• **What is required**
Retype only what runs from the first line of the records to the line with "position:absolute; right:12px; bottom:12px;", inclusive, and no pictures.

• **Information supplied**
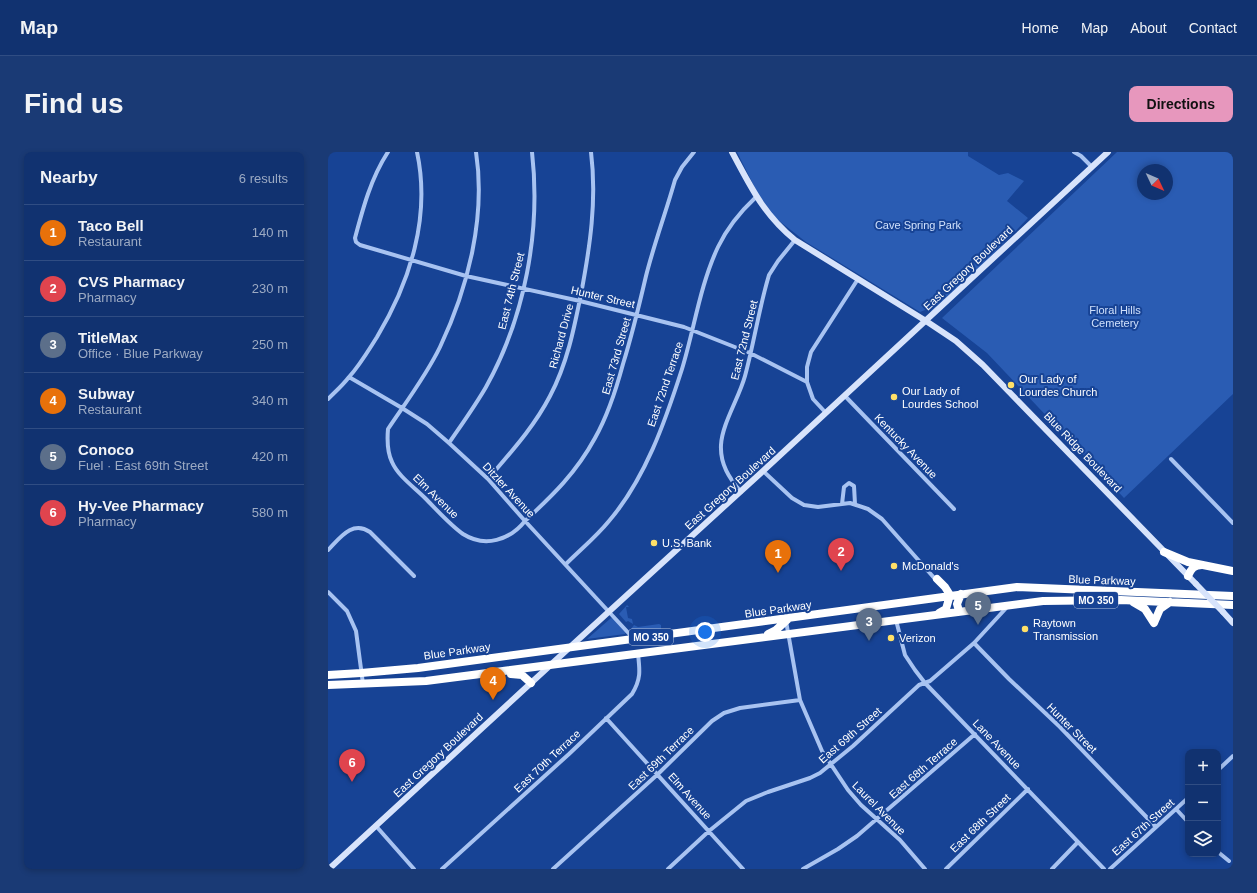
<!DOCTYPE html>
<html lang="en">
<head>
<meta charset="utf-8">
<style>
  :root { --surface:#113270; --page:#1a3a75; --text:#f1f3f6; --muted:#9caac3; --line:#304d83; --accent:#e797bd }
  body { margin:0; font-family:Arial,sans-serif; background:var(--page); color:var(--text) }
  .controls { position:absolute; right:12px; bottom:12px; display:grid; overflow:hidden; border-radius:8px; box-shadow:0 2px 6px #0003 }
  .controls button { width:36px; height:36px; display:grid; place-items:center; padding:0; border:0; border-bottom:1px solid var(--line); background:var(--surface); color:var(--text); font:20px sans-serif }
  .compass { position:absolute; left:809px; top:12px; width:36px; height:36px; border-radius:50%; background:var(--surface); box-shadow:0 2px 6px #0003; rotate:134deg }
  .you { position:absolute; left:377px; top:480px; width:14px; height:14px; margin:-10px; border:3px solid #fff; border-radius:50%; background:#1a73e8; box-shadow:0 0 0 6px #1a73e833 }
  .badge { display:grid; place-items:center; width:26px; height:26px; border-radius:50%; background:var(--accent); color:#fff; font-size:13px; font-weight:700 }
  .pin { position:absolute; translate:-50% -33px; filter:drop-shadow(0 1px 2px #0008) }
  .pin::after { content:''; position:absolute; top:21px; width:14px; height:12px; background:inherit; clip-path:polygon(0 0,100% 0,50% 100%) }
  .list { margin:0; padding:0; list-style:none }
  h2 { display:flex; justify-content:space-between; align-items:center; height:52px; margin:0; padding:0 16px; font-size:17px }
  h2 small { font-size:13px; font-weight:400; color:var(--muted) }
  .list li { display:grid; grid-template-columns:26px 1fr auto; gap:12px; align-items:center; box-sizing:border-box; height:56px; padding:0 16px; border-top:1px solid var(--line) }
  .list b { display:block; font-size:15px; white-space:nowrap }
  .list p { margin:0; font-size:13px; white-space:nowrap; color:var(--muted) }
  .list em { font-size:13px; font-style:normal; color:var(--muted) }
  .icon { flex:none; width:22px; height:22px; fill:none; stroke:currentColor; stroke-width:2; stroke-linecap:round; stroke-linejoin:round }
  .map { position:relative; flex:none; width:905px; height:717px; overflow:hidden; border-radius:8px }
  header { display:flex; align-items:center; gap:24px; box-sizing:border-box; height:56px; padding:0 20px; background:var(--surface); border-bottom:1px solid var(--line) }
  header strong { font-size:19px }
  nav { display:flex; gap:22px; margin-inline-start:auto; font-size:14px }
  .intro { display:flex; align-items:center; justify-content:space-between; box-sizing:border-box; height:96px; padding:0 24px }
  h1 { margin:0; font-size:28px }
  .button { padding:10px 18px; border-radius:8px; background:var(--accent); color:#111; font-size:14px; font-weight:700 }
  main { display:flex; gap:24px; padding:0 24px }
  aside { flex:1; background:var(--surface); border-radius:8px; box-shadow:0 2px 6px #0003 }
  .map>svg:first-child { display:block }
</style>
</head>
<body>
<header>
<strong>Map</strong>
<nav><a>Home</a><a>Map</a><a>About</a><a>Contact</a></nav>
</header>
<div class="intro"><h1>Find us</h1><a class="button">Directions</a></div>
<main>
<aside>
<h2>Nearby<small>6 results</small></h2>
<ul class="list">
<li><span class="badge" style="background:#e8710a">1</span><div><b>Taco Bell</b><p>Restaurant</p></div><em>140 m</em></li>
<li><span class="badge" style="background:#e0444e">2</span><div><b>CVS Pharmacy</b><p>Pharmacy</p></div><em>230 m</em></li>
<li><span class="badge" style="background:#5c6f8a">3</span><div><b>TitleMax</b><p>Office · Blue Parkway</p></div><em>250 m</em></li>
<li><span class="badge" style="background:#e8710a">4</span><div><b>Subway</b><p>Restaurant</p></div><em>340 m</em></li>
<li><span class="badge" style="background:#5c6f8a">5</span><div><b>Conoco</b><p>Fuel · East 69th Street</p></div><em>420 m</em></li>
<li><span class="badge" style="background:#e0444e">6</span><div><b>Hy-Vee Pharmacy</b><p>Pharmacy</p></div><em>580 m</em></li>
</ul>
</aside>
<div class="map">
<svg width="905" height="717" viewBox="0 0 905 717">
  <rect width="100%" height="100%" fill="#174395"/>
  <path fill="#2a5cb3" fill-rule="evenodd" d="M409 0H640V4L671 23 680 21 696 29 679 49 700 66 650 118 604 160 597 158 592 160 478 90 445 64 431 44Z
    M789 0H905V242L796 346 659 201 614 166ZM815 18H839V42H815Z
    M299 453 301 455H298L300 466 304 467 305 472 300 469 298 470 291 462Z
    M283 466 286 467 298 480 297 482 259 487Z
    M331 472 333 473V479L314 482 304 480 303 477 306 473 310 475Z"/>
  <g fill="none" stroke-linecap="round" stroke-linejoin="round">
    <path stroke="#a8c3f1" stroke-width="4" d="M60 0C43 26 35 56 27 86L28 90 32 93 138 124 252 149 356 175 422 201 479 230 485 247 498 261
      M148 0C158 65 140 136 112 195 98 224 78 250 60 277 59 289 59 300 64 310 70 324 86 335 97 346 108 357 122 373 135 382 157 396 182 388 197 369 225 343 248 321 267 286 280 263 288 238 295 212 304 183 311 154 318 124 326 92 338 60 347 28L354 15 366 0
      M746 0 753 4 764 15
      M21 225 74 256 99 272 121 291 160 327 197 369 306 487
      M479 230V215L483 200 530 127
      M517 244 626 357
      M0 247C7 240 15 233 21 225 32 213 40 199 49 185 82 130 103 65 89 0
      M121 291C134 272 147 254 158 235 197 165 213 79 204 0
      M843 307 905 371
      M435 319 464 346 476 353 490 355 522 351 540 357 554 367 608 428
      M160 327C183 300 206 275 222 244 239 212 246 177 253 142 262 95 269 48 263 0
      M413 340C401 326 392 312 393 293 394 272 411 246 417 224 426 191 431 156 441 123L450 109 467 88
      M514 352 516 335 521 331 526 334 527 352
      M0 398C12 386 24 368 42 380L86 424
      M238 412C252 398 268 385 281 369 317 327 337 270 354 217 366 178 372 133 390 95 399 76 412 60 428 45
      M0 440 19 459 28 479 35 532
      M568 468 577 503 587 518 597 531 776 717
      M458 469 472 548 494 599 520 638 533 653 572 688 597 717
      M646 491 681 527 732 575 828 675
      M278 566 415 717
      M890 618 905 604
      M848 657 860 670
      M48 674 86 717
      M890 700 901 709
      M114 717 241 602 304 542C313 527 312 519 310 502
      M225 717 330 622 384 569 396 561 412 556 472 548
      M340 717 381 679 418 649 440 640 482 626 492 621 525 594 591 533 602 529 646 491 680 454
      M475 717 510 697 529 684 647 582
      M618 717 700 637
      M724 717 750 690
      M782 717 860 646"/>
    <path stroke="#d7e3fb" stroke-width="6" d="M404 0C423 35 435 62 467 88L598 169 628 189 655 213 868 432
      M895 460 905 471
      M1 717 241 496 435 319 780 0"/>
    <path stroke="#fff" stroke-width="8" d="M836 400 860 410 905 419
      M860 424C863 417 866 413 874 413
      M609 427 617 435 622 443 618 457 611 461
      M805 450 817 457 826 471 832 457 842 450
      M631 459 629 452 633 442
      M440 482 448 478 461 466
      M183 522 194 523 203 531
      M0 523 33 521 90 516 689 435 905 444
      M0 533 98 529 715 449 793 448 905 453"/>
    <path stroke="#d7e3fb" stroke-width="6" d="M868 432 895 460"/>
  </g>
  <g fill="#ffe068" stroke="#174395" stroke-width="1.5">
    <circle cx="683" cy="233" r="4"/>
    <circle cx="566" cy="245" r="4"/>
    <circle cx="326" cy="391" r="4"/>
    <circle cx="566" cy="414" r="4"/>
    <circle cx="697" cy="477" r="4"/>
    <circle cx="563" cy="486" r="4"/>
  </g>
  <g text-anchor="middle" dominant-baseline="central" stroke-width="4" stroke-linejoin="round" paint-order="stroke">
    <g fill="#174395" stroke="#b9c7df" stroke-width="1">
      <rect x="746" y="440" width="44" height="16" rx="3"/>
      <rect x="301" y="477" width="44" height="16" rx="3"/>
    </g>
    <g font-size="10" font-weight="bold" fill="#fff">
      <text x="768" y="448">MO 350</text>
      <text x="323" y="485">MO 350</text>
    </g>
    <g font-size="11" fill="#cfe0fc" stroke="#174395">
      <text x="590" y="73">Cave Spring Park</text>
      <text x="787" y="158">Floral Hills<tspan x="787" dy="13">Cemetery</tspan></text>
    </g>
    <g font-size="11" fill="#fff" stroke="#174395">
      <text transform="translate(640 116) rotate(-43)">East Gregory Boulevard</text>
      <text transform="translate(183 139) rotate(-76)">East 74th Street</text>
      <text transform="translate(275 145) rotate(13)">Hunter Street</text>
      <text transform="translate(233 184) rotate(-75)">Richard Drive</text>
      <text transform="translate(416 188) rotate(-76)">East 72nd Street</text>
      <text transform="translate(288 204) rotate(-74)">East 73rd Street</text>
      <text transform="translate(337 232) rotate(-71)">East 72nd Terrace</text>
      <text transform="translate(578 294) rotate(46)">Kentucky Avenue</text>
      <text transform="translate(755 300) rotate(46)">Blue Ridge Boulevard</text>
      <text transform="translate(402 336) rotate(-42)">East Gregory Boulevard</text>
      <text transform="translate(181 338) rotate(47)">Ditzler Avenue</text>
      <text transform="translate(108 344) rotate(44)">Elm Avenue</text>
      <text transform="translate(774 428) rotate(2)">Blue Parkway</text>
      <text transform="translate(450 457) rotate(-8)">Blue Parkway</text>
      <text transform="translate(129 499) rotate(-8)">Blue Parkway</text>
      <text transform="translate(744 576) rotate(45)">Hunter Street</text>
      <text transform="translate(522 583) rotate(-41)">East 69th Street</text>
      <text transform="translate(669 592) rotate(46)">Lane Avenue</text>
      <text transform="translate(110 603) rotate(-43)">East Gregory Boulevard</text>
      <text transform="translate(333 606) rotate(-44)">East 69th Terrace</text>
      <text transform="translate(219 609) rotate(-43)">East 70th Terrace</text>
      <text transform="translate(595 616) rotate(-41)">East 68th Terrace</text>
      <text transform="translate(362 644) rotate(48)">Elm Avenue</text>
      <text transform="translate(551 656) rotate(45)">Laurel Avenue</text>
      <text transform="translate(652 671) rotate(-44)">East 68th Street</text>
      <text transform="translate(815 675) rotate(-42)">East 67th Street</text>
    </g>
    <g font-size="11" fill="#fff" stroke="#174395" text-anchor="start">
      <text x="691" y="227">Our Lady of<tspan x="691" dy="13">Lourdes Church</tspan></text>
      <text x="574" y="239">Our Lady of<tspan x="574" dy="13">Lourdes School</tspan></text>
      <text x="334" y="391">U.S. Bank</text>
      <text x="574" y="414">McDonald's</text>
      <text x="705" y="471">Raytown<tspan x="705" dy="13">Transmission</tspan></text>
      <text x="571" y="486">Verizon</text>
    </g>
  </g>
</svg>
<div class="controls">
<button>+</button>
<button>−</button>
<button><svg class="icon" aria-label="layers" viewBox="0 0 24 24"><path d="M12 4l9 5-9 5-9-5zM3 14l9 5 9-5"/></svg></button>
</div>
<svg class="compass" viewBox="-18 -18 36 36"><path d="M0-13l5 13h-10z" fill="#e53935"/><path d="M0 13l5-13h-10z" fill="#9caac3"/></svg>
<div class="you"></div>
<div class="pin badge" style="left:450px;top:421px;background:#e8710a">1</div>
<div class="pin badge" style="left:513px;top:419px;background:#e0444e">2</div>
<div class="pin badge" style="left:541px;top:489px;background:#5c6f8a">3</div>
<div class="pin badge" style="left:165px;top:548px;background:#e8710a">4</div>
<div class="pin badge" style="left:650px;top:473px;background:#5c6f8a">5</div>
<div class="pin badge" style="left:24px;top:630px;background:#e0444e">6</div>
</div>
</main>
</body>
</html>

• **Exercise solution**
<!DOCTYPE html>
<html lang="en">
<head>
<meta charset="utf-8">
<style>
  :root { --surface:#113270; --page:#1a3a75; --text:#f1f3f6; --muted:#9caac3; --line:#304d83; --accent:#e797bd }
  body { margin:0; font-family:Arial,sans-serif; background:var(--page); color:var(--text) }
  .controls { position:absolute; right:12px; bottom:12px; display:grid; overflow:hidden; border-radius:8px; box-shadow:0 2px 6px #0003 }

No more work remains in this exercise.